If I call 911 to report a fire at an oil storage facility - and they ask me to alert the hospital, then phone the neighboring county's Sheriff Dept., and then...yeah. Either I'm way out in the sticks (and known to/trusted by the 911 operator), or else the 911 service is run by children.
robocat
Great metaphor.
I'd hate to be involved in any emergency services. Too many people have opinions on how things should have been done.
iTokio
The most interesting exchange, related to disclosure, is this one:
https://www.openwall.com/lists/oss-security/2026/05/01/3
> Nope, sorry, we are NOT allowed to notify anyone about anything "ahead of time" otherwise we will have to tell everyone about everything. That's the only policy by which all the legal/governmental agencies have agreed to allow us to operate in, so we are stuck with it.
greg k-h
whateverboat
As much as I like linux, this is stupid.
fguerraz
Distributions using outdated (sorry “stable”) kernels are stupid.
We are not 20 years ago, the world in which it made sense doesn’t exist anymore, but the industry is slow to move on. Just pick a long term release and update it regularly.
harshreality
Yes.
Distros (point release distros) should use LTS kernels and keep up to date with them. Their "we'll maintain our own kernel branches" model either leads to many missed bugfixes, or duplicates Greg K-H's workload internally, for no practical benefit.
If a distro is suspicious of particular patches in the -stable tree, they could maintain a blacklist of them. However, instead of doing that and accruing overhead of possible future merge conflicts, they should hash out their concerns on the -stable mailing list.
GranPC
Just for what it's worth, I just pushed an eBPF-based workaround for people who are running kernels in which AF_ALG is linked directly into the kernel and not as a module: https://github.com/Dabbleam/CVE-2026-31431-mitigation
I am running this in production right now and it mitigates the attack, with no unexpected side-effects as far as I can see.
sersi
Interesting comment by Greg Kroah-Hartman when asked why the kernel team doesn't notify distros directly
> Nope, sorry, we are NOT allowed to notify anyone about anything "ahead of time" otherwise we will have to tell everyone about everything. That's the only policy by which all the legal/governmental agencies have agreed to allow us to operate in, so we are stuck with it.

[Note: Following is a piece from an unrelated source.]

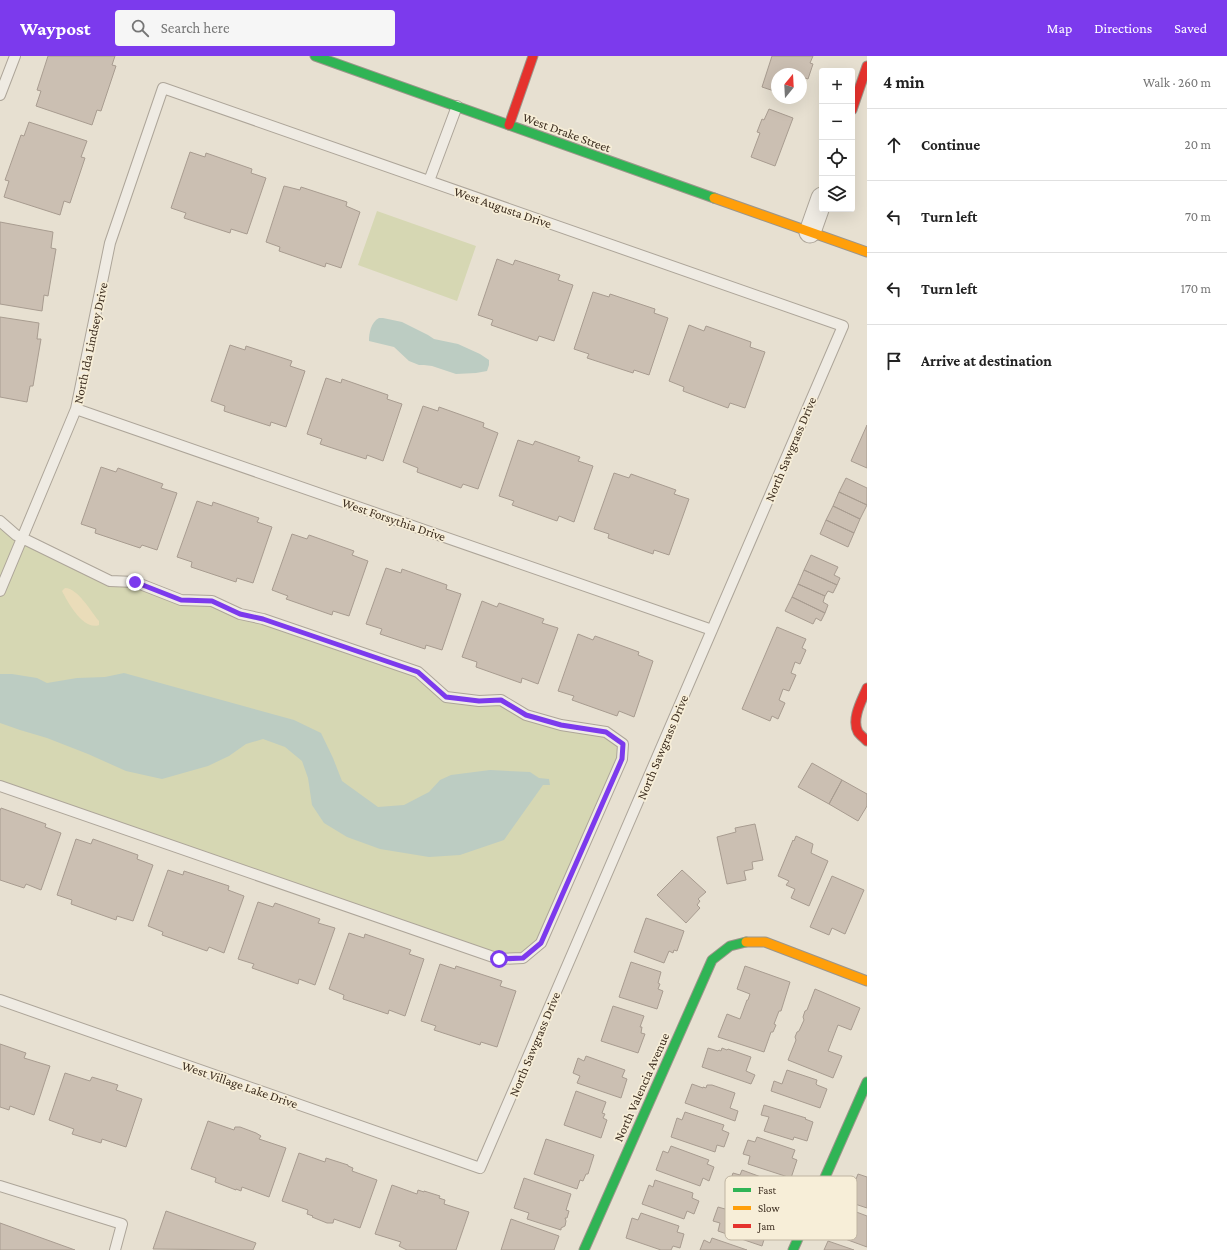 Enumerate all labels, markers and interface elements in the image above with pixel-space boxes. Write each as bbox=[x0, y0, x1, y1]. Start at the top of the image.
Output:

I'd be interested in knowing more about that policy... Seems that there should be exceptions for the major distros.
Of course, major distros who have contracts with SLA could also pay for someone to be on the kernel security team and get a heads up like that..
gregkh
The members of the kernel security team are not allowed to tell their employers anything that happens on the security list. They are there as individual members, not as employees.
And try to define "major distros" in a way that actually means anything viable.
If you just want to count users, then that would only be Android (everything else is a rounding error.) After Android, that would be Yocto, and then Debian. All distros after that are mere fractions of overall users compared to those 3 by number of running systems alone.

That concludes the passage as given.